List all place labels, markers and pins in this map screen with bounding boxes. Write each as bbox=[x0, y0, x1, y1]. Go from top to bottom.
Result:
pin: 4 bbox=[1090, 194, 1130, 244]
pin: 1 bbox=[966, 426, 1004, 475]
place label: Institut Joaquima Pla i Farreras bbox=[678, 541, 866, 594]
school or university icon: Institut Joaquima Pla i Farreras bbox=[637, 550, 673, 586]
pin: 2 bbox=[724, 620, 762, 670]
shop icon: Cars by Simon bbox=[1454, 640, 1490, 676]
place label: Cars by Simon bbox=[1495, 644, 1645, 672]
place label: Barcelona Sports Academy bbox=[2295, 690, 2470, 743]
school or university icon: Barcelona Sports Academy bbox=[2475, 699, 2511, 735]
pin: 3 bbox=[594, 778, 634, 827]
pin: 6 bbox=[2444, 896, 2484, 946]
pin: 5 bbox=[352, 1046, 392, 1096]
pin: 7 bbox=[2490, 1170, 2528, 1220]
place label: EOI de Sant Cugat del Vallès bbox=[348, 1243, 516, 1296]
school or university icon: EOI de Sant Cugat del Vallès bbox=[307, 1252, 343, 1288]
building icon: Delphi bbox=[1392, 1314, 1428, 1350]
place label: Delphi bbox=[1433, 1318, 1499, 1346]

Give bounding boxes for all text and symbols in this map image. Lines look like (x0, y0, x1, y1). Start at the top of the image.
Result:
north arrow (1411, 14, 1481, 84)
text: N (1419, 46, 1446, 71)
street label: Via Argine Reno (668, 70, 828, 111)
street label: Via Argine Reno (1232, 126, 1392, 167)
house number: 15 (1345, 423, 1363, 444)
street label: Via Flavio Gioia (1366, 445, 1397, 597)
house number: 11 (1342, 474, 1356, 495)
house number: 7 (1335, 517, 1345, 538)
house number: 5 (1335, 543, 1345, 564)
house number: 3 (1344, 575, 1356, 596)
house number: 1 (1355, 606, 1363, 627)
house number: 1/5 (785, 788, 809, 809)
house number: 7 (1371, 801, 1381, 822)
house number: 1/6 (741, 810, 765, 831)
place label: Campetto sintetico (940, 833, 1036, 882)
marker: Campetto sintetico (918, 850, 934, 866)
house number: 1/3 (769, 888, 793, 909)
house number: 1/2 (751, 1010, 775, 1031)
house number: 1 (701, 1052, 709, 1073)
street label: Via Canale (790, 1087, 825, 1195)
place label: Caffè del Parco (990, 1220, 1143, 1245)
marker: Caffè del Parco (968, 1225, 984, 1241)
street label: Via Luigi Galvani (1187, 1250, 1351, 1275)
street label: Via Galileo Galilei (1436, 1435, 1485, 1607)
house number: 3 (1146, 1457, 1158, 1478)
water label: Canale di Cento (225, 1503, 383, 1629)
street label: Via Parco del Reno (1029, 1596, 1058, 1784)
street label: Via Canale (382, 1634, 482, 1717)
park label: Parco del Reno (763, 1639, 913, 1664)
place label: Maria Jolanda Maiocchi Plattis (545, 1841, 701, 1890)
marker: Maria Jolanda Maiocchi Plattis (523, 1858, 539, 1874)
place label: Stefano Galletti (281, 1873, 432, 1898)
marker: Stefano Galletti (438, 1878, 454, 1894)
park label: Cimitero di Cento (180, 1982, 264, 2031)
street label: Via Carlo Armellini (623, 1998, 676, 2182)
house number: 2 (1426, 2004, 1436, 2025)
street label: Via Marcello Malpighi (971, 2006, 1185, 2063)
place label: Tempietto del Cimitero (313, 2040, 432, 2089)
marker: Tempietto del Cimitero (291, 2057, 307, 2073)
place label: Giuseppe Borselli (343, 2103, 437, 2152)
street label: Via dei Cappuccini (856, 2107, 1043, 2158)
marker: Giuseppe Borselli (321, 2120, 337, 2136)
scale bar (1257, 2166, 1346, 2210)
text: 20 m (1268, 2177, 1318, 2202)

┄┄┄┄┄┄┄┄┄┄

TASK OBJECTIVE
Each record must be returned in full and exactly.

EXERCISE SOLUTION
List all place labels, markers and pins in this map screen with bounding boxes. Write each as bbox=[x0, y0, x1, y1]. Go from top to bottom.
Result:
pin: 4 bbox=[1090, 194, 1130, 244]
pin: 1 bbox=[966, 426, 1004, 475]
place label: Institut Joaquima Pla i Farreras bbox=[678, 541, 866, 594]
school or university icon: Institut Joaquima Pla i Farreras bbox=[637, 550, 673, 586]
pin: 2 bbox=[724, 620, 762, 670]
shop icon: Cars by Simon bbox=[1454, 640, 1490, 676]
place label: Cars by Simon bbox=[1495, 644, 1645, 672]
place label: Barcelona Sports Academy bbox=[2295, 690, 2470, 743]
school or university icon: Barcelona Sports Academy bbox=[2475, 699, 2511, 735]
pin: 3 bbox=[594, 778, 634, 827]
pin: 6 bbox=[2444, 896, 2484, 946]
pin: 5 bbox=[352, 1046, 392, 1096]
pin: 7 bbox=[2490, 1170, 2528, 1220]
place label: EOI de Sant Cugat del Vallès bbox=[348, 1243, 516, 1296]
school or university icon: EOI de Sant Cugat del Vallès bbox=[307, 1252, 343, 1288]
building icon: Delphi bbox=[1392, 1314, 1428, 1350]
place label: Delphi bbox=[1433, 1318, 1499, 1346]

Give bounding boxes for all text and symbols in this map image. Lines look like (x0, y0, x1, y1). Start at the top of the image.
Result:
north arrow (1411, 14, 1481, 84)
text: N (1419, 46, 1446, 71)
street label: Via Argine Reno (668, 70, 828, 111)
street label: Via Argine Reno (1232, 126, 1392, 167)
house number: 15 (1345, 423, 1363, 444)
street label: Via Flavio Gioia (1366, 445, 1397, 597)
house number: 11 (1342, 474, 1356, 495)
house number: 7 (1335, 517, 1345, 538)
house number: 5 (1335, 543, 1345, 564)
house number: 3 (1344, 575, 1356, 596)
house number: 1 (1355, 606, 1363, 627)
house number: 1/5 (785, 788, 809, 809)
house number: 7 (1371, 801, 1381, 822)
house number: 1/6 (741, 810, 765, 831)
place label: Campetto sintetico (940, 833, 1036, 882)
marker: Campetto sintetico (918, 850, 934, 866)
house number: 1/3 (769, 888, 793, 909)
house number: 1/2 (751, 1010, 775, 1031)
house number: 1 (701, 1052, 709, 1073)
street label: Via Canale (790, 1087, 825, 1195)
place label: Caffè del Parco (990, 1220, 1143, 1245)
marker: Caffè del Parco (968, 1225, 984, 1241)
street label: Via Luigi Galvani (1187, 1250, 1351, 1275)
street label: Via Galileo Galilei (1436, 1435, 1485, 1607)
house number: 3 (1146, 1457, 1158, 1478)
water label: Canale di Cento (225, 1503, 383, 1629)
street label: Via Parco del Reno (1029, 1596, 1058, 1784)
street label: Via Canale (382, 1634, 482, 1717)
park label: Parco del Reno (763, 1639, 913, 1664)
place label: Maria Jolanda Maiocchi Plattis (545, 1841, 701, 1890)
marker: Maria Jolanda Maiocchi Plattis (523, 1858, 539, 1874)
place label: Stefano Galletti (281, 1873, 432, 1898)
marker: Stefano Galletti (438, 1878, 454, 1894)
park label: Cimitero di Cento (180, 1982, 264, 2031)
street label: Via Carlo Armellini (623, 1998, 676, 2182)
house number: 2 (1426, 2004, 1436, 2025)
street label: Via Marcello Malpighi (971, 2006, 1185, 2063)
place label: Tempietto del Cimitero (313, 2040, 432, 2089)
marker: Tempietto del Cimitero (291, 2057, 307, 2073)
place label: Giuseppe Borselli (343, 2103, 437, 2152)
street label: Via dei Cappuccini (856, 2107, 1043, 2158)
marker: Giuseppe Borselli (321, 2120, 337, 2136)
scale bar (1257, 2166, 1346, 2210)
text: 20 m (1268, 2177, 1318, 2202)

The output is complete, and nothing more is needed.